(INFORMATION PROVIDED Opens)

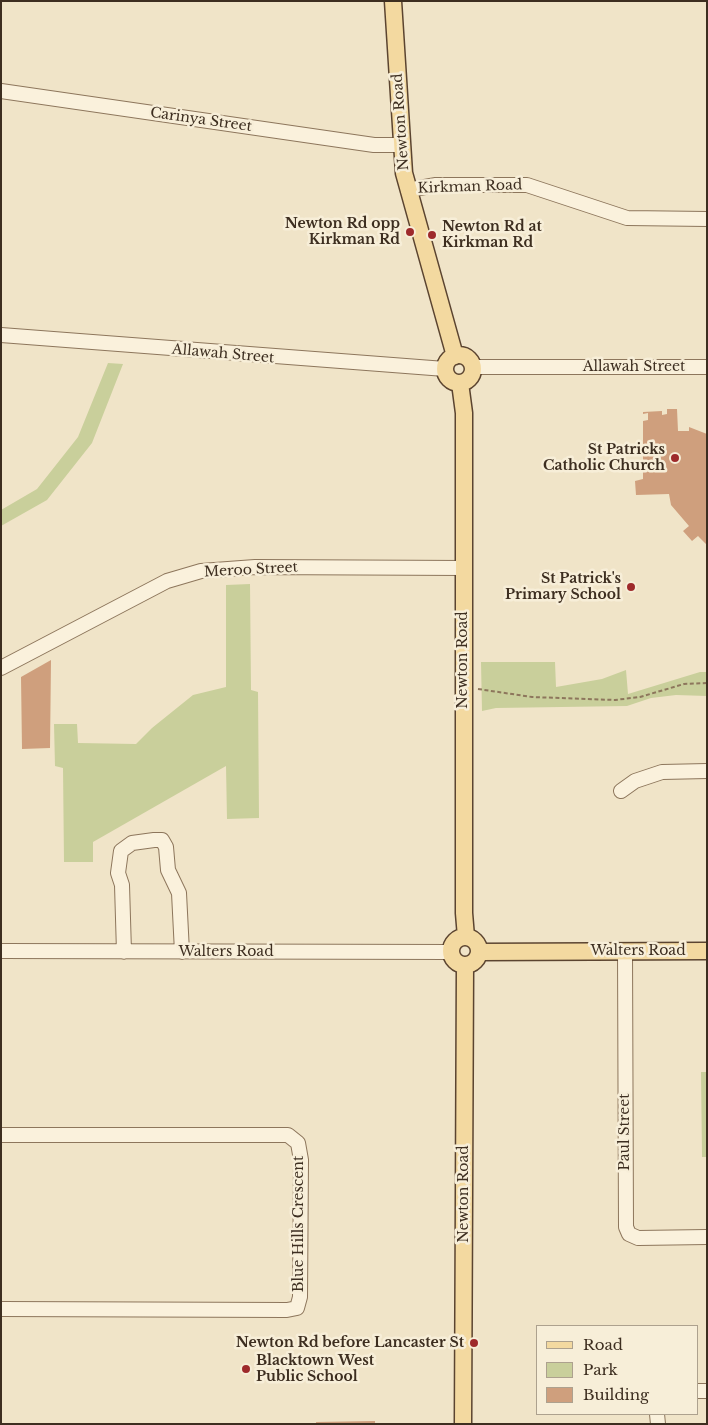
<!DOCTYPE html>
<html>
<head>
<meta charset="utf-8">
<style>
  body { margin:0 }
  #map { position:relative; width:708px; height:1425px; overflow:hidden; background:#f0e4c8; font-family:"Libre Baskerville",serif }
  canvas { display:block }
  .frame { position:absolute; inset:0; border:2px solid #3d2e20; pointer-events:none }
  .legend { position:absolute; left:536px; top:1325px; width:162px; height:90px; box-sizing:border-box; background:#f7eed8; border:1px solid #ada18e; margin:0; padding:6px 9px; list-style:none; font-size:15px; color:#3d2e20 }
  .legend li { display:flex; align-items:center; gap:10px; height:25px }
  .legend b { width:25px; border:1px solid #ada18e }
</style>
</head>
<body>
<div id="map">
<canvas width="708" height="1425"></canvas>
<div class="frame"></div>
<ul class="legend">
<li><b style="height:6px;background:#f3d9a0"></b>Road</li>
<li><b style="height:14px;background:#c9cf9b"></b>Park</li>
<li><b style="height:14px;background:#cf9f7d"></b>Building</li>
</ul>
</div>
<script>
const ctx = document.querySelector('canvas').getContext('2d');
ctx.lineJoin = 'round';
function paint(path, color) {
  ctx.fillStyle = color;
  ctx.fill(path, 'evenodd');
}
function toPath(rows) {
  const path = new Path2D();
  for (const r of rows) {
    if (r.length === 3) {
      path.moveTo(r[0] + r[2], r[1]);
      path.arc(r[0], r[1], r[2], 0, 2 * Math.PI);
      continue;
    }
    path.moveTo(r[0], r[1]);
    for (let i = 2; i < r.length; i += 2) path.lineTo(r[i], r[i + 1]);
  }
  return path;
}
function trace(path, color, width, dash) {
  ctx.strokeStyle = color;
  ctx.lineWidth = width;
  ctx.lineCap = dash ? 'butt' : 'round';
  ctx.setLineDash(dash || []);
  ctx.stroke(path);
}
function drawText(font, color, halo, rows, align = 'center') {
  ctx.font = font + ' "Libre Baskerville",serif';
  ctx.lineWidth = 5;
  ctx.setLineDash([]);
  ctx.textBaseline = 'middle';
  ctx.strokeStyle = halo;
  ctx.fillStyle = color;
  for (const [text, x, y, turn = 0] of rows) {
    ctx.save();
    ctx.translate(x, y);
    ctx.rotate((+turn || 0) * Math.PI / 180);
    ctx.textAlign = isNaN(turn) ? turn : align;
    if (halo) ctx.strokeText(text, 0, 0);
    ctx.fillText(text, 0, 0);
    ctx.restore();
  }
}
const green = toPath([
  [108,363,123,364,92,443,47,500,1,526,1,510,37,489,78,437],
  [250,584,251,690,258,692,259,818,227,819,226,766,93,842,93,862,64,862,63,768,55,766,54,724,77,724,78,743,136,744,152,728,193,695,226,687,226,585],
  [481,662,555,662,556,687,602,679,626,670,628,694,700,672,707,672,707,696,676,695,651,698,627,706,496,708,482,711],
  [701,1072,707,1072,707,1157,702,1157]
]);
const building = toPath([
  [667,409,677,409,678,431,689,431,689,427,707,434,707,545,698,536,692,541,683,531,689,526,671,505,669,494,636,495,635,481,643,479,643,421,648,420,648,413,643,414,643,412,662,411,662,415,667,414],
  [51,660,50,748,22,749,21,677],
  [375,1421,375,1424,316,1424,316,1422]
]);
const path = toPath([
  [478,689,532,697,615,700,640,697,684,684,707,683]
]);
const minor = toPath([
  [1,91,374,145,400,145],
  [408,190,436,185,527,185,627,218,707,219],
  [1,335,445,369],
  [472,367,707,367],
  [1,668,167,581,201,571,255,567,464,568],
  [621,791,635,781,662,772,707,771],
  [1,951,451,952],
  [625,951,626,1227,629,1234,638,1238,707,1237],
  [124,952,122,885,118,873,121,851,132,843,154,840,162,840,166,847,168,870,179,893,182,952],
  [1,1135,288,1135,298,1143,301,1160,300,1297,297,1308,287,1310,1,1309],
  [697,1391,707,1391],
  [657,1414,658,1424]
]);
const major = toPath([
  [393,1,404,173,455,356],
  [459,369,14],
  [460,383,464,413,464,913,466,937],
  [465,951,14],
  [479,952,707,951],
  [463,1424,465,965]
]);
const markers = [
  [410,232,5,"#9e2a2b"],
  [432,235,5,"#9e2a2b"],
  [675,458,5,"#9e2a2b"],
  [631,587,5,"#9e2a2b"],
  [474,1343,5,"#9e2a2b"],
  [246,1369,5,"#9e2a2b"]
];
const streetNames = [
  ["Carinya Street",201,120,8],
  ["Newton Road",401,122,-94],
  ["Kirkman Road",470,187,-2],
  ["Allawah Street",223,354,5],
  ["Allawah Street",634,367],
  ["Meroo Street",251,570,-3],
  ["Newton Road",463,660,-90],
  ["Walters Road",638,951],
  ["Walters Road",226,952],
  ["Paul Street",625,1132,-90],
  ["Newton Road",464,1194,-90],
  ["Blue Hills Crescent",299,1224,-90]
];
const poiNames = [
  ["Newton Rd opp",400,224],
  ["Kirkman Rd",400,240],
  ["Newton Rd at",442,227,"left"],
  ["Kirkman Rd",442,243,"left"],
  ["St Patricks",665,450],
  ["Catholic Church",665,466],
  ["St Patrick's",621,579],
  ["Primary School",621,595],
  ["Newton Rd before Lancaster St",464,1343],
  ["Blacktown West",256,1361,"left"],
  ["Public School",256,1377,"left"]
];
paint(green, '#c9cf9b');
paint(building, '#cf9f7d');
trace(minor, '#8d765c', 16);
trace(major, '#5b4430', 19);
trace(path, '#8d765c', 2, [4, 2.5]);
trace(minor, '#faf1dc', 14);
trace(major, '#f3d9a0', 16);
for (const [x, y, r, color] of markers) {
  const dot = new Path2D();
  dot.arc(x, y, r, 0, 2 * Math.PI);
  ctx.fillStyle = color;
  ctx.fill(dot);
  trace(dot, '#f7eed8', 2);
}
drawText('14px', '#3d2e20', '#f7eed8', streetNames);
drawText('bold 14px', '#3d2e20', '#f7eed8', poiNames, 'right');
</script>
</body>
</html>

(INFORMATION PROVIDED Closes)

• [WHAT YOU HAVE TO DO]: Could you repeat exactly the lines in the listing above from the one with "path.moveTo(r[0], r[1]);" down to the one with "ctx.rotate((+turn || 0) * Math.PI / 180);"? Include both of those lines.

• [TASK SOLUTION]:
    path.moveTo(r[0], r[1]);
    for (let i = 2; i < r.length; i += 2) path.lineTo(r[i], r[i + 1]);
  }
  return path;
}
function trace(path, color, width, dash) {
  ctx.strokeStyle = color;
  ctx.lineWidth = width;
  ctx.lineCap = dash ? 'butt' : 'round';
  ctx.setLineDash(dash || []);
  ctx.stroke(path);
}
function drawText(font, color, halo, rows, align = 'center') {
  ctx.font = font + ' "Libre Baskerville",serif';
  ctx.lineWidth = 5;
  ctx.setLineDash([]);
  ctx.textBaseline = 'middle';
  ctx.strokeStyle = halo;
  ctx.fillStyle = color;
  for (const [text, x, y, turn = 0] of rows) {
    ctx.save();
    ctx.translate(x, y);
    ctx.rotate((+turn || 0) * Math.PI / 180);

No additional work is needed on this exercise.